PROVIDED ENTRIES START

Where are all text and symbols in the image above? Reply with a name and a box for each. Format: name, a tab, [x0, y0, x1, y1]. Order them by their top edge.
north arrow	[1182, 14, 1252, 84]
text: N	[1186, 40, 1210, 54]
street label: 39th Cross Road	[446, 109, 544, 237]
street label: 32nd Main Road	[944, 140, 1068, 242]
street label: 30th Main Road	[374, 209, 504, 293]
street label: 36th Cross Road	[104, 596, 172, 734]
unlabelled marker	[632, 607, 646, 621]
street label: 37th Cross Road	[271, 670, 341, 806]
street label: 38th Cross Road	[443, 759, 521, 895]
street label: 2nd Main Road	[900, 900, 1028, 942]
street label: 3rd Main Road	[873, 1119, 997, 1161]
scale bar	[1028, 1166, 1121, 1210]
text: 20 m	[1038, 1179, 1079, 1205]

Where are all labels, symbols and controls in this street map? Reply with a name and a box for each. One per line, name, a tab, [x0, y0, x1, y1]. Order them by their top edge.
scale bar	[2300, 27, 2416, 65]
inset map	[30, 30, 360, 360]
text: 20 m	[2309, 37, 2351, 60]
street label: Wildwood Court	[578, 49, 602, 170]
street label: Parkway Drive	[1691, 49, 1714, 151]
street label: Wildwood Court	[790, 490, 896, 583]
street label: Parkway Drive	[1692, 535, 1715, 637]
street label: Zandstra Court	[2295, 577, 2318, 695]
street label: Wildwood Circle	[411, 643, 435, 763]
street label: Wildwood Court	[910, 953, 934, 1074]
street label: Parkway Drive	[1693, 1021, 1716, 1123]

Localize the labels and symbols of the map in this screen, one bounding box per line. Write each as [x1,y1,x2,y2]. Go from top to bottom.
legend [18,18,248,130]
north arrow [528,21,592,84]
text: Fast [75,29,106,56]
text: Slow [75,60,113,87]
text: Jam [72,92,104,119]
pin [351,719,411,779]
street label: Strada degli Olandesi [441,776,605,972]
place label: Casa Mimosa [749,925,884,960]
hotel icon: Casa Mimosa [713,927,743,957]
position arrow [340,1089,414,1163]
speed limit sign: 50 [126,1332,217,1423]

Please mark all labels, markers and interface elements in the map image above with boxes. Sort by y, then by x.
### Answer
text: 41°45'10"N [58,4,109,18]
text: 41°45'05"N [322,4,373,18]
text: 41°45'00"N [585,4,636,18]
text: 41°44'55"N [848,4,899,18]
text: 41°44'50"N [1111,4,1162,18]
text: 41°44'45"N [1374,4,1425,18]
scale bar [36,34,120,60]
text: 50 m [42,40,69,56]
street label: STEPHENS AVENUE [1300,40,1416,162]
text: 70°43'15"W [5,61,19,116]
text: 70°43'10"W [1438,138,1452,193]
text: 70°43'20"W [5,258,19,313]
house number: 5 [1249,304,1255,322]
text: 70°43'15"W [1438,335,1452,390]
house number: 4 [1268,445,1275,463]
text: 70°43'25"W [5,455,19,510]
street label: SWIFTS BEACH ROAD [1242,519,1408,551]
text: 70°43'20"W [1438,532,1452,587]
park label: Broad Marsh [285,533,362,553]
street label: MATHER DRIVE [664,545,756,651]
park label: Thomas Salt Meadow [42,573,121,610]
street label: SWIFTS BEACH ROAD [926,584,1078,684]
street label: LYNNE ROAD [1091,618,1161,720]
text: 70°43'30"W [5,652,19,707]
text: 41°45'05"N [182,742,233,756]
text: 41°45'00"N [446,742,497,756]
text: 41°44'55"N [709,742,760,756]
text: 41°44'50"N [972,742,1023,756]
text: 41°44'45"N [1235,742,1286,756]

PROVIDED ENTRIES END

__WHAT YOU ARE ASKED TO DO__.
Set down every entry once more, exactly as it was written above.

__ANSWER TO THE PROBLEM__.
Where are all text and symbols in the image above? Reply with a name and a box for each. Format: name, a tab, [x0, y0, x1, y1]. Order them by their top edge.
north arrow	[1182, 14, 1252, 84]
text: N	[1186, 40, 1210, 54]
street label: 39th Cross Road	[446, 109, 544, 237]
street label: 32nd Main Road	[944, 140, 1068, 242]
street label: 30th Main Road	[374, 209, 504, 293]
street label: 36th Cross Road	[104, 596, 172, 734]
unlabelled marker	[632, 607, 646, 621]
street label: 37th Cross Road	[271, 670, 341, 806]
street label: 38th Cross Road	[443, 759, 521, 895]
street label: 2nd Main Road	[900, 900, 1028, 942]
street label: 3rd Main Road	[873, 1119, 997, 1161]
scale bar	[1028, 1166, 1121, 1210]
text: 20 m	[1038, 1179, 1079, 1205]

Where are all labels, symbols and controls in this street map? Reply with a name and a box for each. One per line, name, a tab, [x0, y0, x1, y1]. Order them by their top edge.
scale bar	[2300, 27, 2416, 65]
inset map	[30, 30, 360, 360]
text: 20 m	[2309, 37, 2351, 60]
street label: Wildwood Court	[578, 49, 602, 170]
street label: Parkway Drive	[1691, 49, 1714, 151]
street label: Wildwood Court	[790, 490, 896, 583]
street label: Parkway Drive	[1692, 535, 1715, 637]
street label: Zandstra Court	[2295, 577, 2318, 695]
street label: Wildwood Circle	[411, 643, 435, 763]
street label: Wildwood Court	[910, 953, 934, 1074]
street label: Parkway Drive	[1693, 1021, 1716, 1123]

Localize the labels and symbols of the map in this screen, one bounding box per line. Write each as [x1,y1,x2,y2]. Go from top to bottom.
legend [18,18,248,130]
north arrow [528,21,592,84]
text: Fast [75,29,106,56]
text: Slow [75,60,113,87]
text: Jam [72,92,104,119]
pin [351,719,411,779]
street label: Strada degli Olandesi [441,776,605,972]
place label: Casa Mimosa [749,925,884,960]
hotel icon: Casa Mimosa [713,927,743,957]
position arrow [340,1089,414,1163]
speed limit sign: 50 [126,1332,217,1423]

Please mark all labels, markers and interface elements in the map image above with boxes. Sort by y, then by x.
### Answer
text: 41°45'10"N [58,4,109,18]
text: 41°45'05"N [322,4,373,18]
text: 41°45'00"N [585,4,636,18]
text: 41°44'55"N [848,4,899,18]
text: 41°44'50"N [1111,4,1162,18]
text: 41°44'45"N [1374,4,1425,18]
scale bar [36,34,120,60]
text: 50 m [42,40,69,56]
street label: STEPHENS AVENUE [1300,40,1416,162]
text: 70°43'15"W [5,61,19,116]
text: 70°43'10"W [1438,138,1452,193]
text: 70°43'20"W [5,258,19,313]
house number: 5 [1249,304,1255,322]
text: 70°43'15"W [1438,335,1452,390]
house number: 4 [1268,445,1275,463]
text: 70°43'25"W [5,455,19,510]
street label: SWIFTS BEACH ROAD [1242,519,1408,551]
text: 70°43'20"W [1438,532,1452,587]
park label: Broad Marsh [285,533,362,553]
street label: MATHER DRIVE [664,545,756,651]
park label: Thomas Salt Meadow [42,573,121,610]
street label: SWIFTS BEACH ROAD [926,584,1078,684]
street label: LYNNE ROAD [1091,618,1161,720]
text: 70°43'30"W [5,652,19,707]
text: 41°45'05"N [182,742,233,756]
text: 41°45'00"N [446,742,497,756]
text: 41°44'55"N [709,742,760,756]
text: 41°44'50"N [972,742,1023,756]
text: 41°44'45"N [1235,742,1286,756]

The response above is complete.